By Heesu Lee and Alex Longley
Crude is heading for its best month since June, nearing a technical barrier in its 200-day moving average. Still, it’s fallen around 16% since late April as the U.S.-China trade war weighs on demand and American production keeps rising. Optimism grew Tuesday that Washington and Beijing are getting closer to a deal, but it’s unclear if a partial agreement that doesn’t roll back existing tariffs will have much impact on oil demand.

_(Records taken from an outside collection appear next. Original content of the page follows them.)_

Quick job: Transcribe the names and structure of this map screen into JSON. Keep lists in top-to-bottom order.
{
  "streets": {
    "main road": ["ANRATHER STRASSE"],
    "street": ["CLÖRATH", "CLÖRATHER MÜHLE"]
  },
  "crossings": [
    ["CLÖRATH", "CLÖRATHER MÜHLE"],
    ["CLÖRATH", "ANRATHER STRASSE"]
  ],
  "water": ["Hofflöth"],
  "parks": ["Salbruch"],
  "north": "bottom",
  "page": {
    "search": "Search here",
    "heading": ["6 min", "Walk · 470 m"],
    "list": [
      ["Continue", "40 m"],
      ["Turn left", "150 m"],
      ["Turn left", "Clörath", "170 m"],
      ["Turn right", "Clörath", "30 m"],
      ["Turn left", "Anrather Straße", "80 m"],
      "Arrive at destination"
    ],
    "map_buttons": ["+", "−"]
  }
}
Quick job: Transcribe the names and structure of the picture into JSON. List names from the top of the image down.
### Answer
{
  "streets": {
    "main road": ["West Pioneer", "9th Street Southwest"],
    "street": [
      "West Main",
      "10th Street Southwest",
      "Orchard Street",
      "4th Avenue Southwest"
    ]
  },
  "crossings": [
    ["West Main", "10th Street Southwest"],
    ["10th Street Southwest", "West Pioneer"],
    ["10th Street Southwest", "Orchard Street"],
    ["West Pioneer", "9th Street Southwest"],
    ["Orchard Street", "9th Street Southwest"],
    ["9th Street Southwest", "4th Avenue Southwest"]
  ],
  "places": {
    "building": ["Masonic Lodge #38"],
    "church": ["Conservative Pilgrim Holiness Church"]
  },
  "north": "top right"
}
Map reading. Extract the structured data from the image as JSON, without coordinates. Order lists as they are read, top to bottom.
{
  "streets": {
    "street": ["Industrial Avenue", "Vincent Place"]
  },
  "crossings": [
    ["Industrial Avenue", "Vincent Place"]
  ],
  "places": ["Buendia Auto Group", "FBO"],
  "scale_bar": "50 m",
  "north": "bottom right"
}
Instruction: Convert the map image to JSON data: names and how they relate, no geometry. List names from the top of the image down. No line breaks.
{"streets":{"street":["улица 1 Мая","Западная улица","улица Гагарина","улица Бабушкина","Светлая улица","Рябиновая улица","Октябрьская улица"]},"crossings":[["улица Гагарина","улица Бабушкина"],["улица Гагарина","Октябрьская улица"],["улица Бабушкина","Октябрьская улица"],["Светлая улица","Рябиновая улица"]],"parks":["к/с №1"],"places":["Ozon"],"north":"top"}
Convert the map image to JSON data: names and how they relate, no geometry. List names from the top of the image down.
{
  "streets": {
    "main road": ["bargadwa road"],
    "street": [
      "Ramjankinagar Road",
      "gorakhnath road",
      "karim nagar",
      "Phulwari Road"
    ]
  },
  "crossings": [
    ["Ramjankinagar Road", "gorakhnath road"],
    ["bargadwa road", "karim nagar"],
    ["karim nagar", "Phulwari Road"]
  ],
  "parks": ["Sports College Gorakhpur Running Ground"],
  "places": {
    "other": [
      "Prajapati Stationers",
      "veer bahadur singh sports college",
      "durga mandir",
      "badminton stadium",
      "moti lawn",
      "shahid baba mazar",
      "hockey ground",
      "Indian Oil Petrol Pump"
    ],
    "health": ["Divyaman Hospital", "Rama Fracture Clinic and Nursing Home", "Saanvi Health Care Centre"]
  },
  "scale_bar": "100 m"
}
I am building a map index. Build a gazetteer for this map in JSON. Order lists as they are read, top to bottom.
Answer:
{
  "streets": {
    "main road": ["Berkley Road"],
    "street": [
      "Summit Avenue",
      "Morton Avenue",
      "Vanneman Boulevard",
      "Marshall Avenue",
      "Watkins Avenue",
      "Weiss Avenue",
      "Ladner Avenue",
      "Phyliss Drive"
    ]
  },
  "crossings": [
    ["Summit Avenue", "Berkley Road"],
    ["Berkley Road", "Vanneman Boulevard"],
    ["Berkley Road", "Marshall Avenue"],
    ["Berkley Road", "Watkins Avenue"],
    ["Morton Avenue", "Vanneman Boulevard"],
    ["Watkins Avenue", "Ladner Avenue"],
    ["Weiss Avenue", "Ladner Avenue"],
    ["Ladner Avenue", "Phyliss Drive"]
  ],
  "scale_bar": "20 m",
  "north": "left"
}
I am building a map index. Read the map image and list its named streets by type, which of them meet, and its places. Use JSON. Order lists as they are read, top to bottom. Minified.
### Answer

“On a technical basis you’ve got the 200-day moving average in WTI which is being tested,” says Olivier Jakob, managing director at Petromatrix GmbH. “Otherwise there are expectations that we will see another big build in Cushing.”
West Texas Intermediate for December delivery fell 71 cents, or 1.3%, to $55.10 a barrel on the New York Mercantile Exchange as of 10:53 a.m. in London. Brent for December settlement declined 68 cents, or 1.1%, to $60.89 a barrel on the London-based ICE Futures Europe Exchange. The global benchmark crude traded at a $5.79 premium to WTI.
Crude inventories at Cushing, Oklahoma rose by 1.5 million barrels last week, according to data-provider Genscape. If confirmed by the official EIA figures due Wednesday, that would be a fourth straight week of gains at the U.S. storage hub.
The Organization of Petroleum Exporting Countries will need to announce a further 500,000 barrels a day of output reductions in 2020 at its December meeting to keep Brent prices from falling below $60 a barrel, Sanford C. Bernstein & Co. said in a note. That’s a result of surging supply from outside of the group and weaker global oil demand growth.